-- Material provided follows --

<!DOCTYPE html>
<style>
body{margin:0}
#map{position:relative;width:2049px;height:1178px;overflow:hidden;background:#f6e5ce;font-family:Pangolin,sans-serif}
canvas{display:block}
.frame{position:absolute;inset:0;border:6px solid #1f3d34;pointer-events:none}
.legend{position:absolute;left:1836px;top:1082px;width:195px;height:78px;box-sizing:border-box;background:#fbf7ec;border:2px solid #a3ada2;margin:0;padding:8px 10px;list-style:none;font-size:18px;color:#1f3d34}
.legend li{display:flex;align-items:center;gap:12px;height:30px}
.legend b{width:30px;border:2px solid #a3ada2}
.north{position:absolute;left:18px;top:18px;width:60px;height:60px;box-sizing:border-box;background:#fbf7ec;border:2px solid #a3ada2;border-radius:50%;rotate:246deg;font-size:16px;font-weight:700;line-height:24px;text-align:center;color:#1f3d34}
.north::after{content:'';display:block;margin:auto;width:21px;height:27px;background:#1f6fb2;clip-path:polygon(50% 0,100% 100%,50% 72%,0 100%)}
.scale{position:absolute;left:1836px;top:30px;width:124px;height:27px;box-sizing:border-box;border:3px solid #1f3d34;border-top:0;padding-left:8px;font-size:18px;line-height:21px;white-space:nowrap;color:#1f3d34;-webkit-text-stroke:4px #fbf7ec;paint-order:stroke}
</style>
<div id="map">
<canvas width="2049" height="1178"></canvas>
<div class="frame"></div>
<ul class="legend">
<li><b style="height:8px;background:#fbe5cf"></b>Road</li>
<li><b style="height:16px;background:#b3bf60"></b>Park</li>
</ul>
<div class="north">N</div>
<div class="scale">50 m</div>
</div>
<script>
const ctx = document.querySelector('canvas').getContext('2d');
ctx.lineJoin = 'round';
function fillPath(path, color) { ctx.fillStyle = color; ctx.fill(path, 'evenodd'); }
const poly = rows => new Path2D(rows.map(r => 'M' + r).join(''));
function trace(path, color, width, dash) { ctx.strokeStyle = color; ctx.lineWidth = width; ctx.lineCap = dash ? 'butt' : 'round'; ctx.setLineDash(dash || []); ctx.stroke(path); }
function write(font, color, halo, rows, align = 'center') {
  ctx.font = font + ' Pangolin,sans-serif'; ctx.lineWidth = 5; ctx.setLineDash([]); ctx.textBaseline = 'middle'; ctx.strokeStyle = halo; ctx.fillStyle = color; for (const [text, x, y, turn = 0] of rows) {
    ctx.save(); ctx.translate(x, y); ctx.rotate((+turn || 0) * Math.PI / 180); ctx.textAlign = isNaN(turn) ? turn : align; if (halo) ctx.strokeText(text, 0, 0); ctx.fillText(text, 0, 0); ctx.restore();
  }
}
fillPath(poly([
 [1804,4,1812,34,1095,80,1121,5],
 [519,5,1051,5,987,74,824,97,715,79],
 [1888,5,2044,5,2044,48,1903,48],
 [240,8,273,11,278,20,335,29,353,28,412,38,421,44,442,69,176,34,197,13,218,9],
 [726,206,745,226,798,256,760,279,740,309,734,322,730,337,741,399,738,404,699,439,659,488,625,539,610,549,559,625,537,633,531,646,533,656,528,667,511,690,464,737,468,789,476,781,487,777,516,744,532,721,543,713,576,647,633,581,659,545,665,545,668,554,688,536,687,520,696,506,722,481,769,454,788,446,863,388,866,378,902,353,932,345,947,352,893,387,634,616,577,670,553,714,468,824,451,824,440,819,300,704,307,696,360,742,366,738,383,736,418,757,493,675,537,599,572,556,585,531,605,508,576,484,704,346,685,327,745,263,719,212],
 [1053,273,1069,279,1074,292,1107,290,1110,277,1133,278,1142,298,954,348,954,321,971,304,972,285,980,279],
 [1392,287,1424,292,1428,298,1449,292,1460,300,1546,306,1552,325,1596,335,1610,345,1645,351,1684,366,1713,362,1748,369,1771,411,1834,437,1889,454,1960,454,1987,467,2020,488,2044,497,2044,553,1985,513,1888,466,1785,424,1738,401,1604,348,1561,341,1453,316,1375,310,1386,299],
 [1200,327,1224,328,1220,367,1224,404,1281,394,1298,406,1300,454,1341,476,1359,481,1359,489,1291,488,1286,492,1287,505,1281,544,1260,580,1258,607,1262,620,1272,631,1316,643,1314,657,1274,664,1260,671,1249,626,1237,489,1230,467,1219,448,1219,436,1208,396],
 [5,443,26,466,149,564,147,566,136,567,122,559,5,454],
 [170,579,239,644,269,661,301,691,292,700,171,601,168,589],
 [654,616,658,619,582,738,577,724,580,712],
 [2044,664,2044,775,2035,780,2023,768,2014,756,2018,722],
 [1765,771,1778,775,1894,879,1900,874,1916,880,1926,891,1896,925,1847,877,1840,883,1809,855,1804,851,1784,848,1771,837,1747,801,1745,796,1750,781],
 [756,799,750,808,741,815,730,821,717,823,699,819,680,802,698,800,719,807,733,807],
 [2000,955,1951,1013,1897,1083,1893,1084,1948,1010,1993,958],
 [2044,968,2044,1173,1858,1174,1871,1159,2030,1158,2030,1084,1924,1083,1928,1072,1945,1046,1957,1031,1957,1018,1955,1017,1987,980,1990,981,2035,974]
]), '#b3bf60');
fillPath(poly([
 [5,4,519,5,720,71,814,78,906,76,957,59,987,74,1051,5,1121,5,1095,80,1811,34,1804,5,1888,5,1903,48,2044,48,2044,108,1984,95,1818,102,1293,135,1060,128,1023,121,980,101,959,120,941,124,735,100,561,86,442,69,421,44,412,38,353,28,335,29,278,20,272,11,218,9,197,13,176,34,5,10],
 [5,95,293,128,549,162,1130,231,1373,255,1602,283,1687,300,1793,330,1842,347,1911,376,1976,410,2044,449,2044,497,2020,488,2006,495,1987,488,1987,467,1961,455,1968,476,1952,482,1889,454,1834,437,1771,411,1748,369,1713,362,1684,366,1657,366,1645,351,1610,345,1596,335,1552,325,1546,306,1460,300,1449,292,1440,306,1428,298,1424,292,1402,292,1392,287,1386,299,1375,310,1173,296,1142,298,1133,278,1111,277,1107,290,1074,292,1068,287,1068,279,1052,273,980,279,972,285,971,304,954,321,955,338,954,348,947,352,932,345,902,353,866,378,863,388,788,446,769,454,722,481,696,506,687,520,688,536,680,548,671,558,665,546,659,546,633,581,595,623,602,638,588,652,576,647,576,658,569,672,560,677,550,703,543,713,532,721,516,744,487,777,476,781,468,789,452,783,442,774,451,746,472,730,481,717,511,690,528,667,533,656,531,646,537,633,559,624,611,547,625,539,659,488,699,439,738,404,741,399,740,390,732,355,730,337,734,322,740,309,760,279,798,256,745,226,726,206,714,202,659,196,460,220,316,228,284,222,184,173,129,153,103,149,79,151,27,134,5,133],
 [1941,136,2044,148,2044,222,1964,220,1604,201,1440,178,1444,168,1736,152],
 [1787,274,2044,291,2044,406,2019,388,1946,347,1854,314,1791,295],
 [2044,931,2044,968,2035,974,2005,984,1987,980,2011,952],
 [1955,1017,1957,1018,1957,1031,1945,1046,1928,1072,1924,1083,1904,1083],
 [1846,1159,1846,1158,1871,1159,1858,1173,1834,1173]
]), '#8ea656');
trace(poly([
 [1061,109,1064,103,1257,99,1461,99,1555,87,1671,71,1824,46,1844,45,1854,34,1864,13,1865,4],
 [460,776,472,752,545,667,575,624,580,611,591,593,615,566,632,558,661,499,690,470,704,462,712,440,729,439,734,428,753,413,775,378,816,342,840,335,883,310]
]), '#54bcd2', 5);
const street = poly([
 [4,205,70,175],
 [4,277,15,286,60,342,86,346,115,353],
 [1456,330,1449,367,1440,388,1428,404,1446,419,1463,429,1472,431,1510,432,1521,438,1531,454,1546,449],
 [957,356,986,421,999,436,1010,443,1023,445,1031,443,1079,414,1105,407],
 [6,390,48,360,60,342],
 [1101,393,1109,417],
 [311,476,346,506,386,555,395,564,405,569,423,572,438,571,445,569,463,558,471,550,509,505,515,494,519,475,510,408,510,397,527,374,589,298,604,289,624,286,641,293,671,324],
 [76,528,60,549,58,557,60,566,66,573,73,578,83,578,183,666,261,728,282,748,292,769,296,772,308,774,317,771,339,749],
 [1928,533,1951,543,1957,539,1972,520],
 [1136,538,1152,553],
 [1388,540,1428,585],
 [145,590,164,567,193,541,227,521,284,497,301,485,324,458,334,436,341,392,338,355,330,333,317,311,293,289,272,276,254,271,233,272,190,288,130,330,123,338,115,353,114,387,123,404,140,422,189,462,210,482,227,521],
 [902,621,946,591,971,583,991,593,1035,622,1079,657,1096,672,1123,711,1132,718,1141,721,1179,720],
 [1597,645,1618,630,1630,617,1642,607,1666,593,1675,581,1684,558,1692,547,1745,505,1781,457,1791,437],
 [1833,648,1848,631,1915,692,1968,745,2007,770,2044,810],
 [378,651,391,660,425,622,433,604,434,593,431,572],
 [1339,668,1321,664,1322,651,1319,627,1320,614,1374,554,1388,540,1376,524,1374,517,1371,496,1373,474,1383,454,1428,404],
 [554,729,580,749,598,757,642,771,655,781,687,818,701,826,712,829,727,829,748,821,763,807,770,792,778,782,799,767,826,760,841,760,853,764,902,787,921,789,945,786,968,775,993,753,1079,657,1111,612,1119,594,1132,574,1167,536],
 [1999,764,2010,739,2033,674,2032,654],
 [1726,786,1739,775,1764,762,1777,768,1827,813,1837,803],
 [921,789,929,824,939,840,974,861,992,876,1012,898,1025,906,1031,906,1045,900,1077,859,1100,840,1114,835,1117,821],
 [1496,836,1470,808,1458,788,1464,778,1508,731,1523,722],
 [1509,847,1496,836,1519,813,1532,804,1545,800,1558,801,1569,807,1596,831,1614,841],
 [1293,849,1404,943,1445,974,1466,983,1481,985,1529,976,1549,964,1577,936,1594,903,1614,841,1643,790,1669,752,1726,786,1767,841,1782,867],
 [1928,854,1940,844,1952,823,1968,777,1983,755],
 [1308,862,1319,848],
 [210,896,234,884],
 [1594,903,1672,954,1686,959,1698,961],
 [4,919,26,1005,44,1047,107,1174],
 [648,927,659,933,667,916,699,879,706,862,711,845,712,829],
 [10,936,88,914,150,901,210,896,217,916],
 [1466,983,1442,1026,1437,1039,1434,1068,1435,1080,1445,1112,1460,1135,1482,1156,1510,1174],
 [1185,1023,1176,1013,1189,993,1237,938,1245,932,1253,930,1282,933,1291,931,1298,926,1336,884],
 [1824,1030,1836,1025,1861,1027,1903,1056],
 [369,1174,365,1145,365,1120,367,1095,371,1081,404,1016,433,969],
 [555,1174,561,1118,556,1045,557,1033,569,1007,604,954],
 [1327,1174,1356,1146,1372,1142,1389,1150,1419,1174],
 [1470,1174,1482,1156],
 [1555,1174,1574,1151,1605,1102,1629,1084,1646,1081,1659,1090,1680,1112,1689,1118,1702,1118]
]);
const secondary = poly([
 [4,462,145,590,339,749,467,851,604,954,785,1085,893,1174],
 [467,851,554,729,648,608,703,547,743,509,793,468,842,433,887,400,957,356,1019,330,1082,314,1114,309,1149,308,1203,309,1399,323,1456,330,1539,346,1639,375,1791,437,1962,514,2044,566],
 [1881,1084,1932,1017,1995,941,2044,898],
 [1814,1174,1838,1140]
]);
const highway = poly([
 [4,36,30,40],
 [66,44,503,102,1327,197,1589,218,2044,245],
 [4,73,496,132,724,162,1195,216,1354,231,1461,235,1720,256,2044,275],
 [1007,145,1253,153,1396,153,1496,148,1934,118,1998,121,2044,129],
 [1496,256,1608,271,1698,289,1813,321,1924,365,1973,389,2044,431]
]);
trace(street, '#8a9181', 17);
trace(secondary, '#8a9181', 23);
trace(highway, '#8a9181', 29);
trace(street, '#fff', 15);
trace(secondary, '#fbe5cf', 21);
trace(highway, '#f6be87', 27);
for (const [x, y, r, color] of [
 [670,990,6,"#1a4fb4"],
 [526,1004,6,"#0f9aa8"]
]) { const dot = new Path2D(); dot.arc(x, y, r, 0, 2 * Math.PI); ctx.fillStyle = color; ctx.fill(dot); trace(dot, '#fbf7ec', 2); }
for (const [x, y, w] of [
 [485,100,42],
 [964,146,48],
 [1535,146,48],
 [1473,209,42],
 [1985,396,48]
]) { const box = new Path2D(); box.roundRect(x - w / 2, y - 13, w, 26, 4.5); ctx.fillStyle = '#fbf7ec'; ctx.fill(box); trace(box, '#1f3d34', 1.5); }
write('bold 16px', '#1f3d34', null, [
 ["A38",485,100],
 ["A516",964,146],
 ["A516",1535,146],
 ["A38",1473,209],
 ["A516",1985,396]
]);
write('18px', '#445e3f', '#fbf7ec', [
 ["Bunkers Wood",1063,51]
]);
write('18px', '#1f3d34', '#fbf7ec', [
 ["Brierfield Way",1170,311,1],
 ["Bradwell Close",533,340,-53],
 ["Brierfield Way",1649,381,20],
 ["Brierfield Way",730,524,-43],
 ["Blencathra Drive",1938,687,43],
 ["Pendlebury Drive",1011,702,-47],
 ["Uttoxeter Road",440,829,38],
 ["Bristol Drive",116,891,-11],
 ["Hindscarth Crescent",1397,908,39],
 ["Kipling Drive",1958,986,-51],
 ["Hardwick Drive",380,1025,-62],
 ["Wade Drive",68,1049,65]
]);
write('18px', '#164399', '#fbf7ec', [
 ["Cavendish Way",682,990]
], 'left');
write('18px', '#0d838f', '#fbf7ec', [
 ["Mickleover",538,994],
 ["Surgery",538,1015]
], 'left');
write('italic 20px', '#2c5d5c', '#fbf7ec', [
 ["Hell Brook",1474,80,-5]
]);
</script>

-- Material provided concluded --

The lines to return begin at the first line of the records and end at the line holding "function write(font, color, halo, rows, align"; please return them exactly, including both, and nothing beyond.

## Answer to this exercise
<!DOCTYPE html>
<style>
body{margin:0}
#map{position:relative;width:2049px;height:1178px;overflow:hidden;background:#f6e5ce;font-family:Pangolin,sans-serif}
canvas{display:block}
.frame{position:absolute;inset:0;border:6px solid #1f3d34;pointer-events:none}
.legend{position:absolute;left:1836px;top:1082px;width:195px;height:78px;box-sizing:border-box;background:#fbf7ec;border:2px solid #a3ada2;margin:0;padding:8px 10px;list-style:none;font-size:18px;color:#1f3d34}
.legend li{display:flex;align-items:center;gap:12px;height:30px}
.legend b{width:30px;border:2px solid #a3ada2}
.north{position:absolute;left:18px;top:18px;width:60px;height:60px;box-sizing:border-box;background:#fbf7ec;border:2px solid #a3ada2;border-radius:50%;rotate:246deg;font-size:16px;font-weight:700;line-height:24px;text-align:center;color:#1f3d34}
.north::after{content:'';display:block;margin:auto;width:21px;height:27px;background:#1f6fb2;clip-path:polygon(50% 0,100% 100%,50% 72%,0 100%)}
.scale{position:absolute;left:1836px;top:30px;width:124px;height:27px;box-sizing:border-box;border:3px solid #1f3d34;border-top:0;padding-left:8px;font-size:18px;line-height:21px;white-space:nowrap;color:#1f3d34;-webkit-text-stroke:4px #fbf7ec;paint-order:stroke}
</style>
<div id="map">
<canvas width="2049" height="1178"></canvas>
<div class="frame"></div>
<ul class="legend">
<li><b style="height:8px;background:#fbe5cf"></b>Road</li>
<li><b style="height:16px;background:#b3bf60"></b>Park</li>
</ul>
<div class="north">N</div>
<div class="scale">50 m</div>
</div>
<script>
const ctx = document.querySelector('canvas').getContext('2d');
ctx.lineJoin = 'round';
function fillPath(path, color) { ctx.fillStyle = color; ctx.fill(path, 'evenodd'); }
const poly = rows => new Path2D(rows.map(r => 'M' + r).join(''));
function trace(path, color, width, dash) { ctx.strokeStyle = color; ctx.lineWidth = width; ctx.lineCap = dash ? 'butt' : 'round'; ctx.setLineDash(dash || []); ctx.stroke(path); }
function write(font, color, halo, rows, align = 'center') {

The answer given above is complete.